Gelelim neden kapatıldığına… Açık Radyo’da hafta içi her gün yayınlanan Açık Gazete’de programa katılan bir konuğun kullandığı bir söz üzerine, ifade -tarihte çok tartışmalı olan bir mesele diyeyim, bir de konuyu bu tarafa doğru dağıtmayalım ama özgürlüğü kapsamındaki bir meseleyi tarif ederken kullandığı bir söz üzerine programcılar buna müdahale etmedi diye, halkı kin ve nefrete sürüklüyor diye önce en yükseğinden para cezası, sonra da beş gün yayın durdurma cezası verildi. Fakat Ulusal Elektronik Tebligat Sistemi’yle bu bilgi yayıncıya ulaştırıldığında yayıncılar bunun ilk kısmını gördüler, derhâl para cezasını taksitlendirdiler, ilk taksiti ödediler ve tabii ki itirazlarını da yaptılar. Ancak, yayın durdurmayla ilgili kısım elektronik tebligatta açılamadı ve bundan ibaret zannettiler.

Zaten Ebubekir Şahin döneminin RTÜK’ünde yayın durdurma cezası almış bir radyonun bunu görmezden gelmesi intihardan başka bir şey değildir ve bunu Açık Radyo’nun yapmayacağını da herkes bilir. Ama bu bir fırsat bilindi ve hiç vakit kaybedilmeden, daha ilk cezayla ilgili bu itiraz süreleri, vesaire devam ederken altın bir fırsat yakalanmış gibi Açık Radyo’nun lisansı iptal edildi ve büyük bir riyakârlıkla “Elden ne gelirdi?” dendi. Sanki RTÜK, hak, hukuk tanımada böyle örnek bir kurummuş gibi, sanki seçim dönemlerinde siyasi partilere tanımadığı söz haklarıyla, söz hakkını gasp etmesiyle huzurlarımıza hiç gelmemiş gibi, sanki bütün görev ve yetkisini kötüye kullanmasının örnekleri hemen her gün konu olmamış gibi “Hukuk karşısında elimizden ne gelir?” dendi ve bir uyarı bile yapılmadı. Burada acı olan şey şu ki: Aslında, Açık Radyo’nun kapatılması meselesine muhalefet de gereken duyarlılığı göstermedi. Çünkü ifade özgürlüğünün sınırları sadece özdeşlik kurduğumuz, değer atfettiğimiz konularla ilgili ve kendi sınırlarımıza geldiğinde sahip çıkmıyoruz. Ayrıca, anlaşılıyor ki Açık Radyo’ya da sahip çıkılmıyor.
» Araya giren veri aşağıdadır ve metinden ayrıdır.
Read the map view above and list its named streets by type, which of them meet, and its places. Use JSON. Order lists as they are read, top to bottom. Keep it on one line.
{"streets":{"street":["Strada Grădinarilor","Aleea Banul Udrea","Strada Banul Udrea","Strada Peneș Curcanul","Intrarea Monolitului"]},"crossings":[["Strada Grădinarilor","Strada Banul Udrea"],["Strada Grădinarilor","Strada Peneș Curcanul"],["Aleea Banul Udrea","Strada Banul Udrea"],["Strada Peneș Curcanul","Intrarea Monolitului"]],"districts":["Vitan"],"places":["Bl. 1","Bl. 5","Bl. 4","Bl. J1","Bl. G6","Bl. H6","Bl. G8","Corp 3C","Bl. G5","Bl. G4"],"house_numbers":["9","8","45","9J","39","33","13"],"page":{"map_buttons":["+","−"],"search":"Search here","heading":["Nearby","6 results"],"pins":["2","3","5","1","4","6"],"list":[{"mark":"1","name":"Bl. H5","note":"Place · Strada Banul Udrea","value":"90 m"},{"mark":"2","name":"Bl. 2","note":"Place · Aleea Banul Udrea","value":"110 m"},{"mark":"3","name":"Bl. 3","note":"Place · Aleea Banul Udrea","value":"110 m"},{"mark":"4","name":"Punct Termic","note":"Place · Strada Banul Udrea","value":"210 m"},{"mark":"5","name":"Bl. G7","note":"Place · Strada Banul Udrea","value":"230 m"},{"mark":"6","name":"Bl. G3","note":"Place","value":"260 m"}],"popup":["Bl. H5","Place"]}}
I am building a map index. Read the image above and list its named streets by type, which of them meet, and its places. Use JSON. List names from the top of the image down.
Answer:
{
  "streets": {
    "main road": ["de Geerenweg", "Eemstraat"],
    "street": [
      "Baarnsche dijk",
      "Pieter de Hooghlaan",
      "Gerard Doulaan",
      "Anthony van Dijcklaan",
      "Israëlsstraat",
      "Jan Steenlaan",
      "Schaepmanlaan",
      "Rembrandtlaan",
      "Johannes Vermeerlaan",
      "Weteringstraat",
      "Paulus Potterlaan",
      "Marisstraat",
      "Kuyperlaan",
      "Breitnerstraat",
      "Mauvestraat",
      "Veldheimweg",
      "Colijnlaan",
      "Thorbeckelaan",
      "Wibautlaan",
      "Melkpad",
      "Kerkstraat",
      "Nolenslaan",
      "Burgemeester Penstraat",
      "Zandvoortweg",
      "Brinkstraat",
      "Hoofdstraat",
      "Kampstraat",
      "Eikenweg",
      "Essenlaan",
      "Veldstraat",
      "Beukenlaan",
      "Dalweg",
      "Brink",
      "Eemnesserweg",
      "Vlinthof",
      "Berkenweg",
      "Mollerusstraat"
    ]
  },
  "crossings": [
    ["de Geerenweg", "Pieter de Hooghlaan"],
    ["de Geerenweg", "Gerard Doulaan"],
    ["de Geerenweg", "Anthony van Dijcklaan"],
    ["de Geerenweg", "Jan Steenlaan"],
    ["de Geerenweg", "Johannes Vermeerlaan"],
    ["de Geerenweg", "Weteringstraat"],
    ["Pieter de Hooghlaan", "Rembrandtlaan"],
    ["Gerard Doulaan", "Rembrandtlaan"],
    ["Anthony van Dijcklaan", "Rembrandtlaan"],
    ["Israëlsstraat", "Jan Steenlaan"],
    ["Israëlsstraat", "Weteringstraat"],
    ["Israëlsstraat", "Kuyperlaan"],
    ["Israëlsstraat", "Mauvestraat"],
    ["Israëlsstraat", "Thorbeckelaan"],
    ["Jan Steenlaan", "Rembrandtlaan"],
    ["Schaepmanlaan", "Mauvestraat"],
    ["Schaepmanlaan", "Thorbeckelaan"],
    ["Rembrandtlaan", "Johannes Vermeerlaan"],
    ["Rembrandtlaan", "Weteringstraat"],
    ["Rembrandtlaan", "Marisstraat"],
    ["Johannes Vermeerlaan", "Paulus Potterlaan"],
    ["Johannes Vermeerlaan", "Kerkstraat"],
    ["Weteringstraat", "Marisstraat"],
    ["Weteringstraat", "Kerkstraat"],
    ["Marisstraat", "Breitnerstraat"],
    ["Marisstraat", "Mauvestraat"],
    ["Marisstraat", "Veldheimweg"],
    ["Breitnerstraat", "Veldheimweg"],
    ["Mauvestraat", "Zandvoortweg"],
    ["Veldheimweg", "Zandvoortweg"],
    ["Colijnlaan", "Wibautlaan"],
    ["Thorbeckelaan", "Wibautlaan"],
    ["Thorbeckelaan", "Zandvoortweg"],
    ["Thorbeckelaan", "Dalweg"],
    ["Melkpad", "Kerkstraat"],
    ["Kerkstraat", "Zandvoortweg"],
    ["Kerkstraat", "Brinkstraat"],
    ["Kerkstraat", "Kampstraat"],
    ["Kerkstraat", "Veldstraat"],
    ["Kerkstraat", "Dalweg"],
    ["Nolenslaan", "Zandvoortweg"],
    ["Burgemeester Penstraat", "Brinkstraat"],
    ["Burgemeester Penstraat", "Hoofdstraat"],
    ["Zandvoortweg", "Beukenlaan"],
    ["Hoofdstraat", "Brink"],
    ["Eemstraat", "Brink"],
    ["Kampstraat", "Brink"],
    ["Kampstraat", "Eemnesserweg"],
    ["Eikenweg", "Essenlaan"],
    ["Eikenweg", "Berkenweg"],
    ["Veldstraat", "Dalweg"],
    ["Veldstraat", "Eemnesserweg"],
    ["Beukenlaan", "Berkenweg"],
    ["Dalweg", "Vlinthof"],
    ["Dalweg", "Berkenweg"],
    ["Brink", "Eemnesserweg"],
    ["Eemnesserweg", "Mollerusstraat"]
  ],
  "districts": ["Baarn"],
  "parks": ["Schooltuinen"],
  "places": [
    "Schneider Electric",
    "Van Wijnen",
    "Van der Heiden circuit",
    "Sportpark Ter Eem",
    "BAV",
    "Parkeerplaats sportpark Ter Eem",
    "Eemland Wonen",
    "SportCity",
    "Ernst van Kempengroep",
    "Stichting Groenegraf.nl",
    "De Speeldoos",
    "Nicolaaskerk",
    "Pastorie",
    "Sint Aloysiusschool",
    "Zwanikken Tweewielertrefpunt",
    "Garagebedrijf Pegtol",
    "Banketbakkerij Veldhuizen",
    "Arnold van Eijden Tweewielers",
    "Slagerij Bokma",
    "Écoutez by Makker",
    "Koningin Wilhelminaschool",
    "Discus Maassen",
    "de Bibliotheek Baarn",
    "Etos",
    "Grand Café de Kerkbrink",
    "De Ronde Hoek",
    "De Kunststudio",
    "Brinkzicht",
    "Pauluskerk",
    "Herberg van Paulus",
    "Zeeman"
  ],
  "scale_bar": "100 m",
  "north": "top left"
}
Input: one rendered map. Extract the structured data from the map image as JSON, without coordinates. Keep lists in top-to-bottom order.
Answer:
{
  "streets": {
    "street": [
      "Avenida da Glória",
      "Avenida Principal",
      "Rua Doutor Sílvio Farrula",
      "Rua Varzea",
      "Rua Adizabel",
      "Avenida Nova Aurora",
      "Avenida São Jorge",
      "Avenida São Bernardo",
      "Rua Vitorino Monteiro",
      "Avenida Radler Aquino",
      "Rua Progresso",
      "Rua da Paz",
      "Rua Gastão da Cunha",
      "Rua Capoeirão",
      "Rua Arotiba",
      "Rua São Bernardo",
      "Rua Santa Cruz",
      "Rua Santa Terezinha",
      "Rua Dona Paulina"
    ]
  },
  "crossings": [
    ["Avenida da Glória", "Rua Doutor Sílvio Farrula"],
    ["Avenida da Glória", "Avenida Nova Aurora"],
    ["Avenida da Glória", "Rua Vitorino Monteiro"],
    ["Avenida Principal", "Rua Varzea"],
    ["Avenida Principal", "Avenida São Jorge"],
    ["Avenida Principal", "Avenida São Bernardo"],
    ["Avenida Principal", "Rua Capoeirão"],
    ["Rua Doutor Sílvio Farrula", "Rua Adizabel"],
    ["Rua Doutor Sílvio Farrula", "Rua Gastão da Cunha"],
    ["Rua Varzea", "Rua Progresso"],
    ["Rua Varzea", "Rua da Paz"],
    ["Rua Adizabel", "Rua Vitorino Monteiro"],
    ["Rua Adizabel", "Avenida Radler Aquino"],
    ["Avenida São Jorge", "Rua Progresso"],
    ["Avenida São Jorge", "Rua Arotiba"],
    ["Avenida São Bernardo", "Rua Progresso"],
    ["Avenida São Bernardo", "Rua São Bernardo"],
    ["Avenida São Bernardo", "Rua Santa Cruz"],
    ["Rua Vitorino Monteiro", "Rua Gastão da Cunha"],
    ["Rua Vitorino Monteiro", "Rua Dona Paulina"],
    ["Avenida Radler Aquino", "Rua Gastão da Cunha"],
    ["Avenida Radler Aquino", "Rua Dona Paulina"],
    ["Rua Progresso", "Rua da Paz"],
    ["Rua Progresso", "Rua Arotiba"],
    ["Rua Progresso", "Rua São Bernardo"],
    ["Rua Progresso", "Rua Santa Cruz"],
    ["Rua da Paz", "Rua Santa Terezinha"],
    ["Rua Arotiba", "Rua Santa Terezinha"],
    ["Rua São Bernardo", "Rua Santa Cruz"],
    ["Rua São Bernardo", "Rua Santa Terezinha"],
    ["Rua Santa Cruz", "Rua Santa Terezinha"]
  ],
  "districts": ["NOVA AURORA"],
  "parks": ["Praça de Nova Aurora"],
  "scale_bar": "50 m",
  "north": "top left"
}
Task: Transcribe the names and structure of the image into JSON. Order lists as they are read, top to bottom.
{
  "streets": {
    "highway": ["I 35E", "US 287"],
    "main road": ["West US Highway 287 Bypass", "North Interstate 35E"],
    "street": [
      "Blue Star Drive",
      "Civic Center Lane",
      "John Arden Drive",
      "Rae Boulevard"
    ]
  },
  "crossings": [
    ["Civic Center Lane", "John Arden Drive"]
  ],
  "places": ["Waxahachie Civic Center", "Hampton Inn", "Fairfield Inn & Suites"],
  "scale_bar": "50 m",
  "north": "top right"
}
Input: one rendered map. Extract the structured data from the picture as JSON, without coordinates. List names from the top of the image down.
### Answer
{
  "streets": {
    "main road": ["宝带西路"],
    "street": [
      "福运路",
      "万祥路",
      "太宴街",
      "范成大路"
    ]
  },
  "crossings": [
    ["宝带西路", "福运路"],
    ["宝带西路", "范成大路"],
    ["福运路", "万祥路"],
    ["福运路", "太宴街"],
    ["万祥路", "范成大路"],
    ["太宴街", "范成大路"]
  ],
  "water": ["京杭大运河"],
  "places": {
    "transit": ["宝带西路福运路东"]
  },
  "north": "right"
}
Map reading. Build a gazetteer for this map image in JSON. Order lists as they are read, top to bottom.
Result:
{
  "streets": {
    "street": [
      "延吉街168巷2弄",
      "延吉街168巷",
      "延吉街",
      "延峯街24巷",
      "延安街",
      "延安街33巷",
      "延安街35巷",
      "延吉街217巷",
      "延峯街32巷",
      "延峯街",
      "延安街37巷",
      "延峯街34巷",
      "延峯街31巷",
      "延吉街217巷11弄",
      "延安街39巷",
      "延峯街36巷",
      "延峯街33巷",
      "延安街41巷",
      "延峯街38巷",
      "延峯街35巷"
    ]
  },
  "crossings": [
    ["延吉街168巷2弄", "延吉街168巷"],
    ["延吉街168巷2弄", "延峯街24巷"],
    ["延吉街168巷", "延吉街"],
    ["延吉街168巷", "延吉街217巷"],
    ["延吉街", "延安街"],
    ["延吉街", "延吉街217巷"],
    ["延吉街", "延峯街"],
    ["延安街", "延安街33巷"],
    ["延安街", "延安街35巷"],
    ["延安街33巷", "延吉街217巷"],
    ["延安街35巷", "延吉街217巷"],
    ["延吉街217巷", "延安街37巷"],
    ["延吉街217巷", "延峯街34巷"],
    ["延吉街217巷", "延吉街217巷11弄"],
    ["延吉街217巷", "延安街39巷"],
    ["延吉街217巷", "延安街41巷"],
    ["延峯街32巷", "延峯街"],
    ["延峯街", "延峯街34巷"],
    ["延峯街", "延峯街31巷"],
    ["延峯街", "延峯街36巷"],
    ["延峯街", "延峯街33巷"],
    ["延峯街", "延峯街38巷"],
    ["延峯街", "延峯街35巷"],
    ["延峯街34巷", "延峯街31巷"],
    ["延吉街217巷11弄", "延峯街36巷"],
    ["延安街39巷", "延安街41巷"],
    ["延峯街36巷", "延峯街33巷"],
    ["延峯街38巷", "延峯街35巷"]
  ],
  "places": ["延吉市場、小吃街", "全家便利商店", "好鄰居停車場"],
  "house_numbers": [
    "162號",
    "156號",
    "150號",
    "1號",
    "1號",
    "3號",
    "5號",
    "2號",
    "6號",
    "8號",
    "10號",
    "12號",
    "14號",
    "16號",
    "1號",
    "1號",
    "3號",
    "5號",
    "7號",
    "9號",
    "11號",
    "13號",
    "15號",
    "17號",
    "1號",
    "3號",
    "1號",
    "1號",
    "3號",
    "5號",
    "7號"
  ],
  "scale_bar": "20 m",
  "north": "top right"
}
Son derece üzücü bir durumla karşı karşıyayız ve gerçekten bundan dönülmesini umuyoruz. Neyse ki Açık Radyo “Aynı kararlılık ve aynı duygularla beraber olmaya devam edeceğiz.” diyor. Biz de  kâinatın tüm seslerine, renklerine ve titreşimlerine sonuna kadar, Açık Radyo’nun yanında olacağız. Açık Radyo, apaçık bir radyo olarak yola devam edecek. Açık Radyo’dan vazgeçmeyeceğiz. Genel Kurulu saygıyla selamlıyorum.